[PROBLEM TO SOLVE]: Report every line of the records below that contains the word "solid".

[RECORDED INFORMATION]:
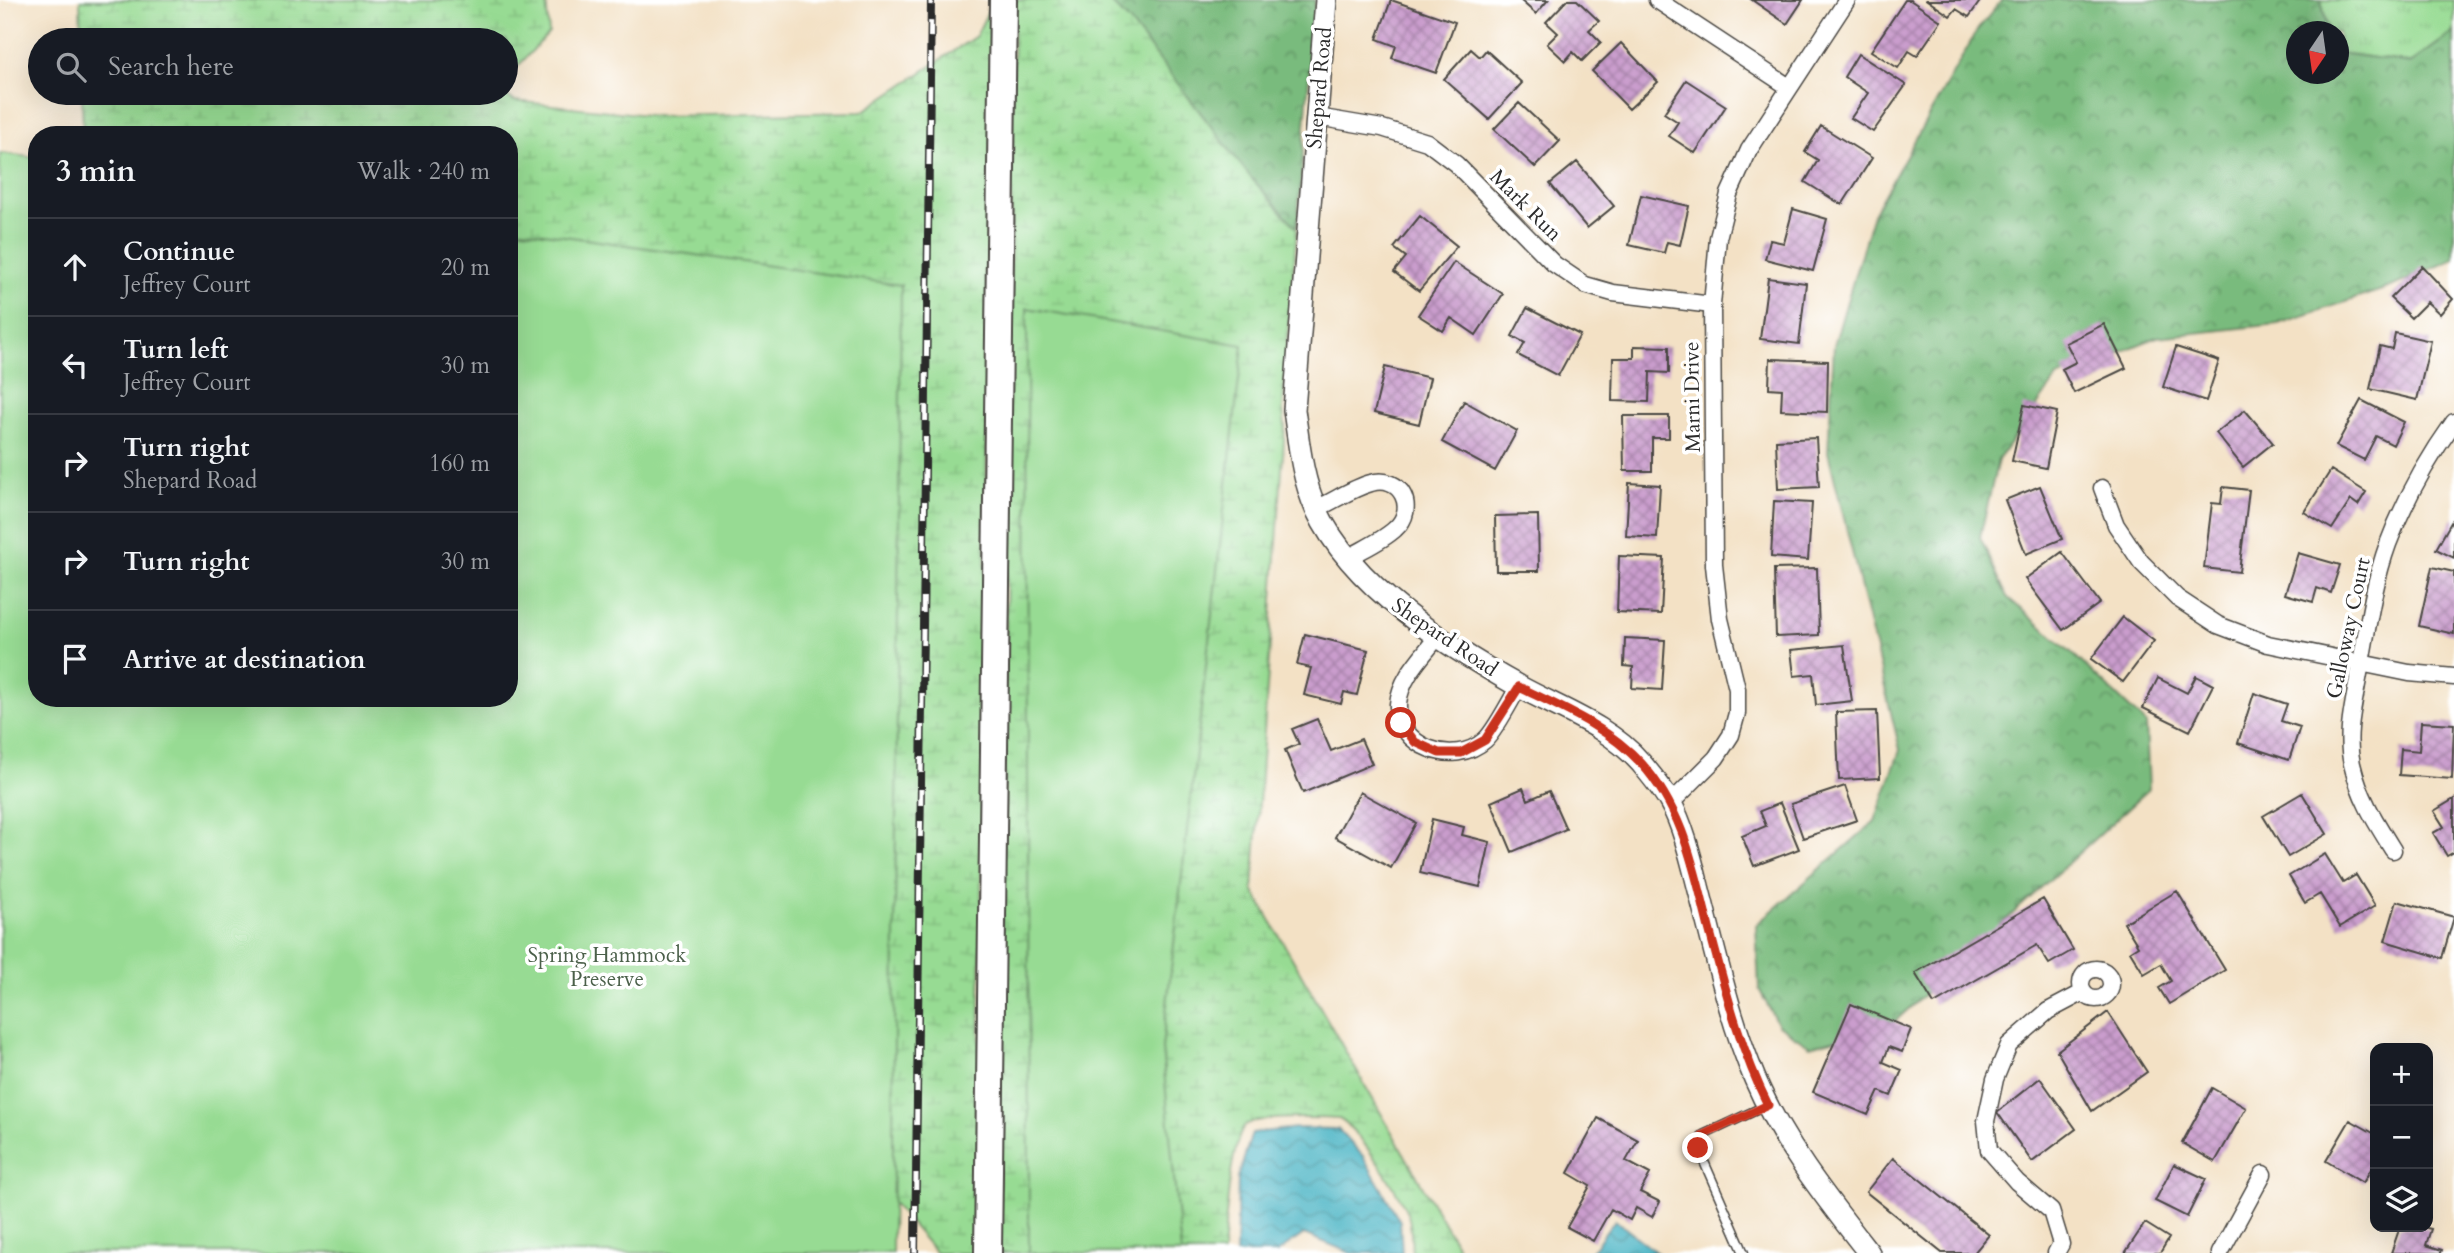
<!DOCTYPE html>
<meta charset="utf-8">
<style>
:root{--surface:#171b24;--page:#20242c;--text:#f1f3f6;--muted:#9ea1a6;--line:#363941}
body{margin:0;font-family:Cardo,serif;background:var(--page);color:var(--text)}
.controls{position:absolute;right:21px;bottom:21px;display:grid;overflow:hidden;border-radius:14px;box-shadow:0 7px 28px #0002}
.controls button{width:63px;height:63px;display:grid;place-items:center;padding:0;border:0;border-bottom:2px solid var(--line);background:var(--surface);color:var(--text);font:35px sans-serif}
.compass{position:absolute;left:2286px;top:21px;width:63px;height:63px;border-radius:50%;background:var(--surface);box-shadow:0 7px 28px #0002;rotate:193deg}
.stop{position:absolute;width:21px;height:21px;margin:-16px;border:5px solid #c8321e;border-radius:50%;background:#fff}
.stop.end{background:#c8321e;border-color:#fff;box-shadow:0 2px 7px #0008}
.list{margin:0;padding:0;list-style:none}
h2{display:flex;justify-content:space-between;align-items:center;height:91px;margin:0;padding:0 28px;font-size:30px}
h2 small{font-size:23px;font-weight:400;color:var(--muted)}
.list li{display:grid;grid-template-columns:46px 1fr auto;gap:21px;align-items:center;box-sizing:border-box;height:98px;padding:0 28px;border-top:2px solid var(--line)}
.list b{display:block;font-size:26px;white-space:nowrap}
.list p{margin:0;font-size:23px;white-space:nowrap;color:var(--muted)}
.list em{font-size:23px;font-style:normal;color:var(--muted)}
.icon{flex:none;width:38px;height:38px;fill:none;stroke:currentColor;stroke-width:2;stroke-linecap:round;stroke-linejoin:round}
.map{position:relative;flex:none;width:2454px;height:1253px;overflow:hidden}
.search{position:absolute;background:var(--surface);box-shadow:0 7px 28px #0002;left:28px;top:28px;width:490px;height:77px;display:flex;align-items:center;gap:18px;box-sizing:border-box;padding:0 24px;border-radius:38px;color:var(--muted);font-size:26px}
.panel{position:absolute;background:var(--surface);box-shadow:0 7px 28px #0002;left:28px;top:126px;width:490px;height:581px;border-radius:28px}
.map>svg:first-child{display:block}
.grass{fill:url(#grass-tufts);stroke:#61835f;stroke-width:2}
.forest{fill:url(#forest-crowns);stroke:#527354;stroke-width:2}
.wetland{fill:url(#wetland-marsh);stroke:#61835f;stroke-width:2}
.green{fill:#97db93;stroke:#61835f;stroke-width:2}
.water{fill:url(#water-waves);stroke:#3a7078;stroke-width:2}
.building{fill:url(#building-cross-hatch)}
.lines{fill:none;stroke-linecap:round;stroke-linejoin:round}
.service-casing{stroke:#494642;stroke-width:11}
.minor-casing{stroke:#494642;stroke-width:19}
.tertiary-casing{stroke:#494642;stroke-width:24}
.primary-casing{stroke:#494642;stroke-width:30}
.service{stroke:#fff;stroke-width:8}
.minor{stroke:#fff;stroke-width:16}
.tertiary{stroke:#fff;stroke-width:21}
.primary{stroke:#fff;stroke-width:26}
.rail-casing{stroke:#2b2b2b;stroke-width:8}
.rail{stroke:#fff;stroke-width:5;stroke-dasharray:16;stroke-linecap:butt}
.route{stroke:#c8321e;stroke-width:9}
.labels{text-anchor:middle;stroke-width:7;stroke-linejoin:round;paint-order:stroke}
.street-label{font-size:21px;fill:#2b2b2b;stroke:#fff}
.park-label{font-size:21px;fill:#4b604a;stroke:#fff}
</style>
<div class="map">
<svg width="2454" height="1253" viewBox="0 0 2454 1253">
<defs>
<pattern id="grass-tufts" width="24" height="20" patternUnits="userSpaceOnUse" patternTransform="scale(1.75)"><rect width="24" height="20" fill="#97db93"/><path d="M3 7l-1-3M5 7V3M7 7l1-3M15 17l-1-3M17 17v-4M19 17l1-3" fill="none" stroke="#82bc7f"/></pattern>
<pattern id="forest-crowns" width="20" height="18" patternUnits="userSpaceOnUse" patternTransform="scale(1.75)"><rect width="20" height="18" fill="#79bb7d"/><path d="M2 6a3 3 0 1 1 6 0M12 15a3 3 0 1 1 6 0" fill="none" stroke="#639867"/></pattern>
<pattern id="wetland-marsh" width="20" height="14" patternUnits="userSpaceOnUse" patternTransform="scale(1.75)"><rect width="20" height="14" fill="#97db93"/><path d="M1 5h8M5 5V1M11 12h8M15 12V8" fill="none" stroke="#82bc7f"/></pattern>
<pattern id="water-waves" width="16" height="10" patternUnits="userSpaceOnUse" patternTransform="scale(1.75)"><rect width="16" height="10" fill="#48b4c4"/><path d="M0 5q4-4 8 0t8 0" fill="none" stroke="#3c939f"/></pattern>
<pattern id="building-cross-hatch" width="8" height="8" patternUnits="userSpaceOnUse" patternTransform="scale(1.75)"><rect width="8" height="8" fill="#ca9dcd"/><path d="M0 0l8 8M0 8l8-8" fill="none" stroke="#a480a7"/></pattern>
</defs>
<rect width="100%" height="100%" fill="#fff"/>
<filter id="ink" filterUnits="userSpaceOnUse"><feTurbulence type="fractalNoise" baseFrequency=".0143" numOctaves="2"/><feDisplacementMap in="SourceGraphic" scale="14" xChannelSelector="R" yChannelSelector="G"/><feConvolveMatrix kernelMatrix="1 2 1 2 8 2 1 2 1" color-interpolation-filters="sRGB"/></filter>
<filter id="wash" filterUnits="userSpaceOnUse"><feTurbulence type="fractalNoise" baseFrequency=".00686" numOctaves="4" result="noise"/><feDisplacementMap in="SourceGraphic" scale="28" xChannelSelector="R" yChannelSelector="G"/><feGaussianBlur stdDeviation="1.57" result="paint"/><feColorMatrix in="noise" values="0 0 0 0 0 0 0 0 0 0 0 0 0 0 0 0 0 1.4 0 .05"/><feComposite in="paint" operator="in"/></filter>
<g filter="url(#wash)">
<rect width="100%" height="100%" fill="#f3e1c5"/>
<path class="grass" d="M2321 0H2454V32L2411 63 2339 53 2338 32 2328 31Z"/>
<path class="forest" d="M1108 0H1315L1297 228 1252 179 1129 21Z
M2002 0H2321L2328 31 2296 32V74H2338L2339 53 2411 63 2454 32V259L2391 287 2278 324 2157 337 2057 378 1998 460 1980 537 2007 597 2072 653 2146 724 2149 789 1892 1024 1810 1046 1778 1025 1759 989 1756 925 1875 821 1900 750 1828 452 1834 345 1873 214 1978 29Z"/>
<path class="wetland" d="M80 0H546L549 33 506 79V40H81Z
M1014 0H1108L1129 21 1252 179 1297 228 1286 352 1283 410 1285 426 1253 890 1461 1253H1412C1411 1241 1412 1226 1408 1215 1399 1193 1359 1129 1339 1119 1323 1118 1257 1116 1246 1125 1230 1139 1225 1230 1223 1253H998Z
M992 3 977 1253H936L880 1188 62 1253 509 698V135H83L82 93H503L514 101 657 116 862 112 976 36Z"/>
<path class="green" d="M0 153 37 158V698H509V228L901 285 892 1253H0Z
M1027 308 1243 345 1162 1048 1181 1253H1029Z"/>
<path class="water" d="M1297 1128 1338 1129 1363 1156 1400 1221 1402 1253H1351L1304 1234 1277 1253H1236L1238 1178 1252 1133Z
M1615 1220 1657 1253H1590Z"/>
<g id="blocks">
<path class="building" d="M1391 0 1455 22 1436 73 1392 58 1396 46 1377 39Z
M1520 0H1548L1536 14Z
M1567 0H1577L1599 21 1589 30 1601 42 1582 61 1573 52 1565 61 1547 44 1558 33 1546 22Z
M1752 0H1803L1787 24Z
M1905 0H1910L1941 21 1917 56 1909 51 1898 68 1871 51Z
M1927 0H1981L1969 17 1956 9 1950 16Z
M1621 43 1658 82 1629 109 1592 71Z
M1471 49 1480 57 1486 50 1522 83 1489 119 1444 79Z
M1858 54 1906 85 1873 132 1851 118 1868 93 1844 77Z
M1686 80 1726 106 1695 153 1669 136 1678 122 1664 113Z
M1519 103 1560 141 1535 167 1494 129Z
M1821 126 1872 158 1842 205 1805 182 1818 160 1805 152Z
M1577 162 1614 206 1587 228 1550 184Z
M1641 195 1689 206 1680 245 1667 242 1664 253 1629 245Z
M1793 209 1827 219 1813 271 1765 259 1770 240 1784 243Z
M1420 216 1457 246 1419 291 1394 272 1406 257 1394 248Z
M1454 262 1503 294 1476 335 1451 318 1443 331 1418 315Z
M2422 266 2453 299 2440 314 2427 302 2411 318 2390 298Z
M1768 278 1806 283 1799 344 1760 339Z
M1527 308 1580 335 1558 376 1518 355 1525 343 1512 336Z
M2104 324 2126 368 2074 393 2062 369 2076 362 2066 343Z
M2395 333 2431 341 2417 400 2370 389 2380 346 2392 349Z
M1634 346 1669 347V373L1650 372 1649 402 1612 401 1613 358H1634Z
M2176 347 2219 361 2206 401 2163 387Z
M1770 359 1828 361 1827 412 1781 410 1782 389 1769 388Z
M1385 367 1430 378 1419 424 1374 413Z
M2361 400 2404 422 2393 445 2376 436 2364 460 2336 446Z
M1464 401 1517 431 1495 471 1442 442Z
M2024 405 2057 412 2046 468 2012 461Z
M2245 410 2273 443 2243 467 2216 433Z
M1623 416H1669V438H1652V471H1624Z
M1816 438 1819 487 1778 489 1776 440Z
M2331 470 2366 492 2358 505 2351 500 2332 529 2304 512Z
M1629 483 1660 485 1657 538 1626 536Z
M2040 486 2062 539 2026 554 2005 500Z
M2223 487 2249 490 2239 572 2204 568 2212 503 2221 504Z
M1774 501 1812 503 1808 560 1771 557Z
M1538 515 1539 571H1496L1495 516Z
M2454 517V558L2436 549Z
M2062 552 2100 603 2063 630 2025 579Z
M2298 553 2340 565 2331 593 2317 588 2313 602 2285 594Z
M1619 556 1664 558 1661 614 1617 612Z
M2432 567 2454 572V634L2419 626Z
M1817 568 1819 635 1776 637 1774 569Z
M2123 617 2154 641 2123 682 2091 659Z
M1305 634 1368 650 1357 695 1344 692 1341 704 1304 695 1311 668 1297 665Z
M1625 638 1665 640 1662 690 1632 688 1633 667 1624 666Z
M1844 645 1852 701 1816 705 1813 674 1794 676 1791 650Z
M2196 676 2213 685 2190 731 2143 708 2158 678 2187 693Z
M2254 693 2287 704 2281 721 2300 727 2289 760 2238 743Z
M1877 711 1880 778 1839 780 1836 712Z
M1317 719 1331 751 1361 739 1372 764 1303 793 1285 750 1299 744 1292 729Z
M2421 722 2454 724 2452 779 2399 775 2401 749 2419 751Z
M1845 786 1857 820 1803 838 1791 804Z
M1523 788 1528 800 1549 791 1566 829 1512 852 1491 802Z
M1360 792 1416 823 1391 868 1335 837Z
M2302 793 2327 834 2288 857 2263 816Z
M2454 799V852L2447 856 2433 833 2444 827 2434 811Z
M1780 803 1799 849 1754 866 1742 836 1766 826 1760 811Z
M1432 819 1464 827 1462 835 1490 842 1480 887 1420 873Z
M2325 854 2343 883 2356 875 2375 906 2340 927 2320 894 2305 903 2289 876Z
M2177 891 2225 970 2169 1004 2159 988 2171 981 2161 964 2144 974 2130 951 2138 946 2124 923Z
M2043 899 2073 950 2049 964 2037 945 1934 1004 1915 973Z
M2397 901 2454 917 2442 958 2385 941Z
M1851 1004 1911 1029 1902 1052 1889 1047 1883 1062 1902 1070 1891 1096 1879 1091 1868 1115 1813 1092Z
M2108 1012 2147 1072 2092 1111 2057 1051Z
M2040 1078 2076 1129 2032 1162 1997 1112Z
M2212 1088 2246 1108 2215 1162 2182 1143Z
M1598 1118 1638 1140 1626 1161 1650 1174 1640 1192 1660 1202 1652 1217 1636 1208 1630 1220 1611 1209 1593 1241 1567 1227 1590 1186 1568 1173Z
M2350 1120 2375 1134V1162L2363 1183 2326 1161Z
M1893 1158 1989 1235 1974 1253H1942L1866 1192Z
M2174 1164 2206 1179 2187 1217 2155 1201Z
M2145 1223 2169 1238 2160 1253H2125Z
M2400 1227H2423L2431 1229 2426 1245 2442 1250 2441 1253H2391Z"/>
</g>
</g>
<g filter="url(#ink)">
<use href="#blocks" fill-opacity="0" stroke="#494642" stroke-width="2"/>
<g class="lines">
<g class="service-casing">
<path id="service" d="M1744 1253 1698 1148 1703 1135 1765 1106"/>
</g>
<g class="minor-casing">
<path id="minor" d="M1657 0 1789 87
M1317 117 1382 128 1427 142 1456 164 1554 264 1585 285 1613 293 1712 305
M2102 488 2116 525 2141 562 2177 598 2218 625 2268 644 2409 673 2454 677
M1316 509C1334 501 1352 488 1371 483 1401 474 1418 509 1395 529 1382 541 1363 549 1348 558
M1438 636C1423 656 1400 678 1398 704 1396 747 1454 768 1485 740 1495 731 1511 700 1519 686
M1671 803 1716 758 1731 735 1737 713V689L1720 619 1714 565 1712 305 1718 238 1729 194 1749 150 1847 0
M2393 850C2375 821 2360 798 2352 764 2345 734 2354 703 2359 674 2367 631 2373 585 2388 544 2404 501 2427 460 2454 422
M2081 984a15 15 0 1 1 30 0a15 15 0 1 1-30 0Z
M2056 1253 2061 1244 2051 1211 2017 1182 1989 1150 1986 1121 1995 1079 2009 1045 2048 1011 2082 993
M2220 1253 2263 1174"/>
</g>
<g class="tertiary-casing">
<path id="tertiary" d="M1326 0 1294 410C1299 444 1302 478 1316 509 1352 587 1447 646 1520 687 1562 710 1609 726 1641 763 1651 775 1663 789 1670 802 1684 826 1693 867 1700 894 1716 956 1730 1020 1755 1079 1783 1144 1826 1198 1869 1253"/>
</g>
<g class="primary-casing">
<path id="primary" d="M988 1253 1003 0"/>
</g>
<use href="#service" class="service"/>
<use href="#minor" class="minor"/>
<use href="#tertiary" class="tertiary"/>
<use href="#primary" class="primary"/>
<g class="rail-casing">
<path id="rail" d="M915 1253 931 0"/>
</g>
<use href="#rail" class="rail"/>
</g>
</g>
<g class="lines" filter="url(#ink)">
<path class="route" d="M1401 723 1415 742 1439 753H1461L1485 740 1519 687C1562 708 1608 727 1641 763 1683 809 1694 869 1709 928 1725 988 1740 1049 1768 1105L1703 1135 1698 1148"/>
</g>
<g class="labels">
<g class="street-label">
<text transform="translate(1319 88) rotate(-85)" y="7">Shepard Road</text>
<text transform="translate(1526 205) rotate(45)" y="7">Mark Run</text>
<text transform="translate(1692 397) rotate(-91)" y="7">Marni Drive</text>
<text transform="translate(2348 628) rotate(-78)" y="7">Galloway Court</text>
<text transform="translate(1445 637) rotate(34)" y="7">Shepard Road</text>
</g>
<g class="park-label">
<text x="607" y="962">Spring Hammock<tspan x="607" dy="24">Preserve</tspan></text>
</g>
</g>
</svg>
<div class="controls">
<button>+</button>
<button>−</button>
<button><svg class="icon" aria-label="layers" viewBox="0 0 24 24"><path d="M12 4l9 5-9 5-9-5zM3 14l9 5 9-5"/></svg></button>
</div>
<svg class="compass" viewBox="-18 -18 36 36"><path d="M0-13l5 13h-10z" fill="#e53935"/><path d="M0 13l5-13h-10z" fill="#9ea1a6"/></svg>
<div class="stop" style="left:1401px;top:723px"></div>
<div class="stop end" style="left:1698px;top:1148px"></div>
<div class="search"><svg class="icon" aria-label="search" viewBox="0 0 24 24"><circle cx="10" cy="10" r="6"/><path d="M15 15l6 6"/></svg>Search here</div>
<section class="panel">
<h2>3 min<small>Walk · 240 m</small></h2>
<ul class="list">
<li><svg class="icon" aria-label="ahead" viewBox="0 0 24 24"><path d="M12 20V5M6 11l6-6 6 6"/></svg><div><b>Continue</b><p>Jeffrey Court</p></div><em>20 m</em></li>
<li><svg class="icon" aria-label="left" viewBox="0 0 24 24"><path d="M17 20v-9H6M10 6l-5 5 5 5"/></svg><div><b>Turn left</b><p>Jeffrey Court</p></div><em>30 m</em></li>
<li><svg class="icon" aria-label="right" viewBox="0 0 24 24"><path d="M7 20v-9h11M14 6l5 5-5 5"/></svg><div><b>Turn right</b><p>Shepard Road</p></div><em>160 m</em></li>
<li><svg class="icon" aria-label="right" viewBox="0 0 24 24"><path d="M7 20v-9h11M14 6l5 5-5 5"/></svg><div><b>Turn right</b></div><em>30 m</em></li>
<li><svg class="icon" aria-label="arrive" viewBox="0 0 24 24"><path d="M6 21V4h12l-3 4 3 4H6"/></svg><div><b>Arrive at destination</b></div></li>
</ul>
</section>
</div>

[OUTPUT]:
.controls button{width:63px;height:63px;display:grid;place-items:center;padding:0;border:0;border-bottom:2px solid var(--line);background:var(--surface);color:var(--text);font:35px sans-serif}
.stop{position:absolute;width:21px;height:21px;margin:-16px;border:5px solid #c8321e;border-radius:50%;background:#fff}
.list li{display:grid;grid-template-columns:46px 1fr auto;gap:21px;align-items:center;box-sizing:border-box;height:98px;padding:0 28px;border-top:2px solid var(--line)}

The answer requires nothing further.